A 35-minute, hi-camp tribute to the complete works of Talking Heads, Elvis Costello, XTC, Talk Talk, Dexy’s Midnight Runners, Joe Jackson and Squeeze, “Please Describe Yourself” is a thoroughly British Record. Full of kitchen sink observations and twitchy, buttocks clenched, chest out vocals, it is eccentricity personified. Yet, as with the best moments of all the acts they’ve borrowed from, it’s eccentricity of the most loveable, sing-along kind.
Calling in producers Clive Langer and Alan Winstanley to help them shape their idiosyncratic melodies and ‘zany’ art-school dropout perspective was perhaps their smartest move. Having actually worked with XTC, Dexy’s Midnight Runners, Madness and Talking Heads, Langer and Winstanley know how to pull off the David Byrne harmonies on “Apples & Oranges” and “Paul Newmans’s Eyes”. They also manage to ensure that the cheeky off-kilter belt of “Lounger” and up-tight SKA of “I Love You ‘Cause I Have To” came out as boisterous knees-up not naff parody.

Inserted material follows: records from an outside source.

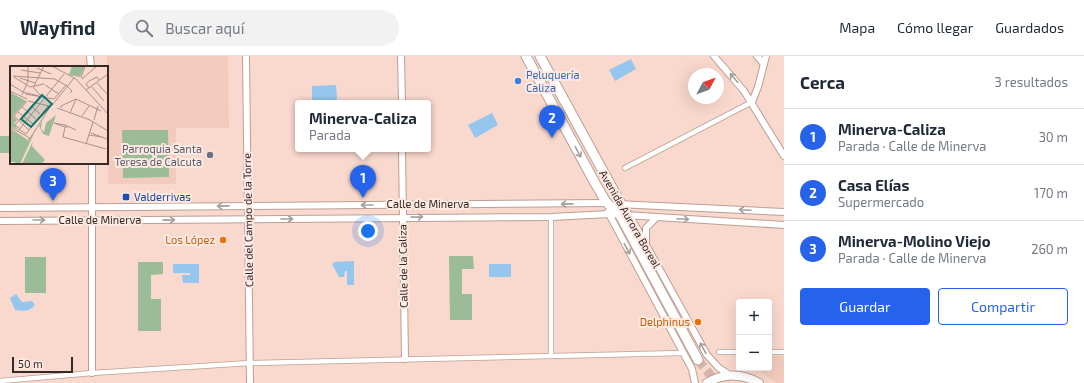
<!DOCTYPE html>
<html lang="es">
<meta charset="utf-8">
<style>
:root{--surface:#fff;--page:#f2f2f3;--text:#1f2937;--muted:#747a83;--line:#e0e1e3;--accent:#2563eb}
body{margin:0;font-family:"Exo 2",sans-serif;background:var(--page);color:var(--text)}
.controls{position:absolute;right:12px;bottom:12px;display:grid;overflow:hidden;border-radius:4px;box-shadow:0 4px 16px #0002}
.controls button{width:36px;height:36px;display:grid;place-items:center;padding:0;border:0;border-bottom:1px solid var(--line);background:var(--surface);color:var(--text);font:20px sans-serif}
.compass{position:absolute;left:688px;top:12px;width:36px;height:36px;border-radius:50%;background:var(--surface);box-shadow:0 4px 16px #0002;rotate:49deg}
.scale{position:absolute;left:12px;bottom:10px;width:61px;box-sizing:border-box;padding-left:4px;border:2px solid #362925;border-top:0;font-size:11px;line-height:14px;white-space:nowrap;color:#362925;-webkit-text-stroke:3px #fde9e2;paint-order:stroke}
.you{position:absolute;left:368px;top:175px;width:14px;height:14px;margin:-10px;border:3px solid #fff;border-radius:50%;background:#1a73e8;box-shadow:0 0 0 6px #1a73e833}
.badge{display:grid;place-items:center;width:26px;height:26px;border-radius:50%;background:var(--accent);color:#fff;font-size:13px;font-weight:700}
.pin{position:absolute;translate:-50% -33px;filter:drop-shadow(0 1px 2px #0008)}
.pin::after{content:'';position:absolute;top:21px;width:14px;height:12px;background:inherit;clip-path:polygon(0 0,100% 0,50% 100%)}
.popup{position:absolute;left:295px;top:44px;width:136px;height:52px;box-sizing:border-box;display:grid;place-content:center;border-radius:4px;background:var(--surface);filter:drop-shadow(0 1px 3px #0005);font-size:13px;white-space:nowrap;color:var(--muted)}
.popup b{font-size:15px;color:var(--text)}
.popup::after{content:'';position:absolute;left:50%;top:100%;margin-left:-8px;border:8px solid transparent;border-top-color:var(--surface)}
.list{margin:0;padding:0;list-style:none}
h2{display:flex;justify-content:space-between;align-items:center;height:52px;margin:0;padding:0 16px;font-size:17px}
h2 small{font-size:13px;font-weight:400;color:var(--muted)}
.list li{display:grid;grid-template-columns:26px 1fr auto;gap:12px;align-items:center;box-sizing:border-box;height:56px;padding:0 16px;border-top:1px solid var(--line)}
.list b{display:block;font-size:15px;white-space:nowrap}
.list p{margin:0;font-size:13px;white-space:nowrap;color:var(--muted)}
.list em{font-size:13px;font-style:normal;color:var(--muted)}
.actions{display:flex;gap:8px;padding:12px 16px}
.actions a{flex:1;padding:9px 0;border:1px solid var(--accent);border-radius:4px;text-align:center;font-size:14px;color:var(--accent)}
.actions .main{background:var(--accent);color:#fff}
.icon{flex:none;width:22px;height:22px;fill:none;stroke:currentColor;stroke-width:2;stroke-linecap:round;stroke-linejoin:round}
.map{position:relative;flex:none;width:784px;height:327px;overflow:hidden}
header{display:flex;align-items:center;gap:24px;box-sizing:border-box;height:56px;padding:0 20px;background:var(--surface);border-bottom:1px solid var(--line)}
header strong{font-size:19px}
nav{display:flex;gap:22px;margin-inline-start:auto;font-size:14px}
.search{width:280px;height:36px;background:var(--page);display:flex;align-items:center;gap:10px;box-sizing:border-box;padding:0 14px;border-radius:22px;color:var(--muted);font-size:15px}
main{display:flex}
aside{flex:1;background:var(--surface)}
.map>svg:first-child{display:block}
.built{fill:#f2cbbd}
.green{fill:#9cbc97}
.water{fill:#94c6ee}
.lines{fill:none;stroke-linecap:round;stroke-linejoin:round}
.secondary-tunnel{stroke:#d2b5ab;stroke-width:9;stroke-dasharray:9 4.5;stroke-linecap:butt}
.pedestrian-casing{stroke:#be9f94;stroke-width:6}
.minor-casing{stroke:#be9f94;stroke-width:8}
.tertiary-casing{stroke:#be9f94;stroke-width:10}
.secondary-casing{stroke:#be9f94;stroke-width:11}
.pedestrian{stroke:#fff;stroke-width:4.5}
.minor{stroke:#fff;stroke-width:6}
.tertiary{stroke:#fff;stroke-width:8}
.secondary{stroke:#fff;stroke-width:9}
.oneway{stroke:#a59f9d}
.shop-dot{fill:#3f7fe0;stroke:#fde9e2;stroke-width:1.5}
.worship-dot{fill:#6b7280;stroke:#fde9e2;stroke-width:1.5}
.transit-dot{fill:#1a4fb4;stroke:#fde9e2;stroke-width:1.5}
.food-dot{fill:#e8710a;stroke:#fde9e2;stroke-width:1.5}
.labels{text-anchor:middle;stroke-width:4;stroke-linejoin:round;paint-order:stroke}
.shop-label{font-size:11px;fill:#366cbe;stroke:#fde9e2;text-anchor:start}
.worship-label{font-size:11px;fill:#5b616d;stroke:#fde9e2;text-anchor:end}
.transit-label{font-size:11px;fill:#164399;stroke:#fde9e2;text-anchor:start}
.street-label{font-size:11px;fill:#362925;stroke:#fde9e2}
.food-label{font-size:11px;fill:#c56008;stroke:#fde9e2;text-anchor:end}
.inset-road{fill:none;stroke:#ab928a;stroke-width:1}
.view{fill:#0f766e;fill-opacity:0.15;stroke:#0f766e;stroke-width:2}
.inset-edge{fill:none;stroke:#362925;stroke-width:2}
</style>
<header>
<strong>Wayfind</strong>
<div class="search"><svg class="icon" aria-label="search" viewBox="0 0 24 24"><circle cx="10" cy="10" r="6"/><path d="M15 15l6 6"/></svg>Buscar aquí</div>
<nav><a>Mapa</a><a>Cómo llegar</a><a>Guardados</a></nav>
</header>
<main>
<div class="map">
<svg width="784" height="327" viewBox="0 0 784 327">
<rect width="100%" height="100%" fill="#f9d8cd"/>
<!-- built -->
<g class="built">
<polygon points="107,0 228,0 229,72 176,72 176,128 108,128"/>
<polygon points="769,300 784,300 784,327 776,327 756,312 769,312"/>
</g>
<!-- green -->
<g class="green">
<polygon points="122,74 168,74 169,121 123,122"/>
<rect x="0" y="80" width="11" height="17"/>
<polygon points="449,200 473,200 474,213 462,213 462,238 472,238 472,264 450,264"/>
<rect x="25" y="201" width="21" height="36"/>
<polygon points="138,206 163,206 163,218 151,219 151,243 161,243 161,275 138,275"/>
</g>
<!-- water -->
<g class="water">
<polygon points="631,3 636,13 615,25 609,14"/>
<polygon points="336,29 337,44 312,45 312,30"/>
<polygon points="492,57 498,69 475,82 468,69"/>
<polygon points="354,205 354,229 347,229 347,215 345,215 344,221 339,221 332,208 335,206"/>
<polygon points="173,208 199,208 199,227 183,227 182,219 190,219 190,217 173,217"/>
<rect x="489" y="208" width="22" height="13"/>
<path d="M 16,238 L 22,246 L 32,245 L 35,249 C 30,256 23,255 15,254 L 10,242 Z"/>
</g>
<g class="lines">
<!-- secondary-tunnel -->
<polyline class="secondary-tunnel" points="698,304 717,327"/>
<!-- pedestrian casing -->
<g class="pedestrian-casing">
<g id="pedestrian">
<polyline points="625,112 752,46"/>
<polyline points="719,296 739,296"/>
<polyline points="769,296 784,296"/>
<polyline points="551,300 551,161"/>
<polyline points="0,325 92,317 250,307 683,297"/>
</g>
</g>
<!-- minor casing -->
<g class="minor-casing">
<g id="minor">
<polyline points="90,0 91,11"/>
<polyline points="246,0 250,327"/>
<polyline points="401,0 402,47"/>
<polyline points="714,0 744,35 784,100"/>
<polyline points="757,0 764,8"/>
<polyline points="752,46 758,31 766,0"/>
<polyline points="402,93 405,303"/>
<polyline points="92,107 92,317"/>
<polyline points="617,148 784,156"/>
<polyline points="621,148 630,160 707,299 719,312 730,319"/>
<polyline points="0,152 608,147"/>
<polyline points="608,156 692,313 695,327"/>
<polyline points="0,165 551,161 609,158 784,169"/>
<polyline points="646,186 646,172 656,162"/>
</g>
</g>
<!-- tertiary casing -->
<g class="tertiary-casing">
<path id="tertiary" d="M 707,327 C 723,317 742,317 759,327"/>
</g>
<!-- secondary casing -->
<g class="secondary-casing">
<g id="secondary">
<polyline points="526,0 595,127 606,146 620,159 698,304"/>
<polyline points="540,0 621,148 620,159"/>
</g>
</g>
<!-- pedestrian -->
<use href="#pedestrian" class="pedestrian"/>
<!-- minor -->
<use href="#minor" class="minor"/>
<!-- tertiary -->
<use href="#tertiary" class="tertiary"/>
<!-- secondary -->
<use href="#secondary" class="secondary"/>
</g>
<!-- one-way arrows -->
<defs><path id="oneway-shaft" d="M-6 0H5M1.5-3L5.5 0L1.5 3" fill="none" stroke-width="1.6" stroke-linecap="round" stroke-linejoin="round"/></defs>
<g class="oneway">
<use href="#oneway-shaft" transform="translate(734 22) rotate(-131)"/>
<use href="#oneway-shaft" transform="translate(578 96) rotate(62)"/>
<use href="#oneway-shaft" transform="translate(567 148) rotate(179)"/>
<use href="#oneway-shaft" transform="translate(367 149) rotate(180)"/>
<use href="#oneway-shaft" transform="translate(223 150) rotate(179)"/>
<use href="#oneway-shaft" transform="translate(745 154) rotate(-177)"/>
<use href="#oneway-shaft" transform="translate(417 161) rotate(-1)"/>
<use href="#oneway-shaft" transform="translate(287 163)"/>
<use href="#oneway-shaft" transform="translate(683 163) rotate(3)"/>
<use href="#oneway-shaft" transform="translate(39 164)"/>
<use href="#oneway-shaft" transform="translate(169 164) rotate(-1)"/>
<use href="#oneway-shaft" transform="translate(627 193) rotate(62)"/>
<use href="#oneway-shaft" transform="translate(703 292) rotate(-119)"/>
</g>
<!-- markers -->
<circle class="shop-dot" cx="518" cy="25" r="4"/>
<circle class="worship-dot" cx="210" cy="99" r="4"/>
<rect class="transit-dot" x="122" y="137" width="8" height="8" rx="2"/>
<g class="food-dot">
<circle cx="223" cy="184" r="4"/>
<circle cx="698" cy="266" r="4"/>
</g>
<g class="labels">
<!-- shop labels -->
<g class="shop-label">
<text x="526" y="23">Peluquería<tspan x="526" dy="13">Caliza</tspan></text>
</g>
<!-- worship labels -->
<g class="worship-label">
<text x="202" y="97">Parroquia Santa<tspan x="202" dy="13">Teresa de Calcuta</tspan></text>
</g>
<!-- transit labels -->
<g class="transit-label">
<text x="134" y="145">Valderrivas</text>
</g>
<!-- street labels -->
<g class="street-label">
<text x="428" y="152">Calle de Minerva</text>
<text transform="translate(630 163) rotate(60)" y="4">Avenida Aurora Boreal</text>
<text x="100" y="168">Calle de Minerva</text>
<text transform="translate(248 164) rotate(-91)" y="4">Calle del Campo de la Torre</text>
<text transform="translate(403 210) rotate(-91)" y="4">Calle de la Caliza</text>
</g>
<!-- food labels -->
<g class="food-label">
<text x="215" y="188">Los López</text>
<text x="690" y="270">Delphinus</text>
</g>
</g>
<!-- overview -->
<g transform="translate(10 10)">
<rect width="98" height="98" fill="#f9d8cd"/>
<path d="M 62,0 L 75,0 L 70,11 L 59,9 ZM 0,26 L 16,35 L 3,50 L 7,54 L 4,58 L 8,64 L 0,60 ZM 46,49 L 39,70 L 33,68 L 29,60 L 32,55 L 31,63 L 34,66 L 36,57 ZM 0,62 L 19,75 L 25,65 L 10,98 L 0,95 ZM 23,75 L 22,80 L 35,94 L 31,98 L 12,98 Z" fill="#9cbc97"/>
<path class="inset-road" d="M 42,0 L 66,13 L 98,48M 27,2 L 41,8M 11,4 L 30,7M 3,10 L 45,13 L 57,20 L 62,25 L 60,27M 4,11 L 20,21 L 34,18M 10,12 L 25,17M 71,12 L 75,0M 72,13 L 87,0M 87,17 L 98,29M 0,18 L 13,26 L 29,30M 35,19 L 49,28M 24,20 L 34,0M 23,21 L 32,31M 82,21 L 94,35M 79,22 L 76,18 L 79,15 L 87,11 L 89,14M 76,24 L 98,8M 0,25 L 17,33M 15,28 L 44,33 L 56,19M 12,29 L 18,15 L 18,0M 66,33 L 91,45M 17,35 L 4,50 L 19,64M 18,35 L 39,40M 43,38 L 64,12M 21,40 L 30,48M 12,41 L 26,53M 47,42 L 80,54 L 98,65M 51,42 L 51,40 L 66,33M 8,46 L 23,58M 60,47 L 66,33M 72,50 L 79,40M 84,54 L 88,40M 0,61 L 18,71M 55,61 L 53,71 L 96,83M 55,61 L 44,57 L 55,59M 57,62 L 55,59 L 66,64M 10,63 L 5,59 L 24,37M 10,64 L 16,68 L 38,40M 8,65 L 54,8M 81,67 L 97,73M 79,69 L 92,71M 19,71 L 19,74 L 40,41M 76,78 L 83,56"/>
<path class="view" d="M 32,29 L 42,38 L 21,61 L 11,53 Z"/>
<rect width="98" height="98" class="inset-edge"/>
</g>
</svg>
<div class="controls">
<button>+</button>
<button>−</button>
</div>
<svg class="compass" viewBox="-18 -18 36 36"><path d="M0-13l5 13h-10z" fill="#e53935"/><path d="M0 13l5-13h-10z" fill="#747a83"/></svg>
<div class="scale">50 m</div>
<div class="you"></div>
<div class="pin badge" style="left:363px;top:142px">1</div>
<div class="popup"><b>Minerva-Caliza</b>Parada</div>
<div class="pin badge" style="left:552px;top:82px">2</div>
<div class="pin badge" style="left:53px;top:145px">3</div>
</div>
<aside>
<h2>Cerca<small>3 resultados</small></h2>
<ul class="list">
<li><span class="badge">1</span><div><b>Minerva-Caliza</b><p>Parada · Calle de Minerva</p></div><em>30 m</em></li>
<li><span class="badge">2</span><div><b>Casa Elías</b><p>Supermercado</p></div><em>170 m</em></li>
<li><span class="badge">3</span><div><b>Minerva-Molino Viejo</b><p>Parada · Calle de Minerva</p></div><em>260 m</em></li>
</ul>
<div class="actions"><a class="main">Guardar</a><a>Compartir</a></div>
</aside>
</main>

Thankfully, “Please Describe Yourself” treads the minuscule line between irritating nonsense and joyous, life-affirming nonsense, with dignity, aplomb and an ever-so-slightly neurotic swagger. And thanks to big irresistible choruses, like that of the mighty piano rocker “Godhopping”, it swaggers to a lorry load of fantastic pop.
For sure the US new new-wave, as defined by The Strokes is way cooler - and with the best will in the world there’s nothing even remotely cool about Dogs Die In Hot Cars. But if “Please Describe Yourself” is a hint of things to come, the British version will be bloody good fun.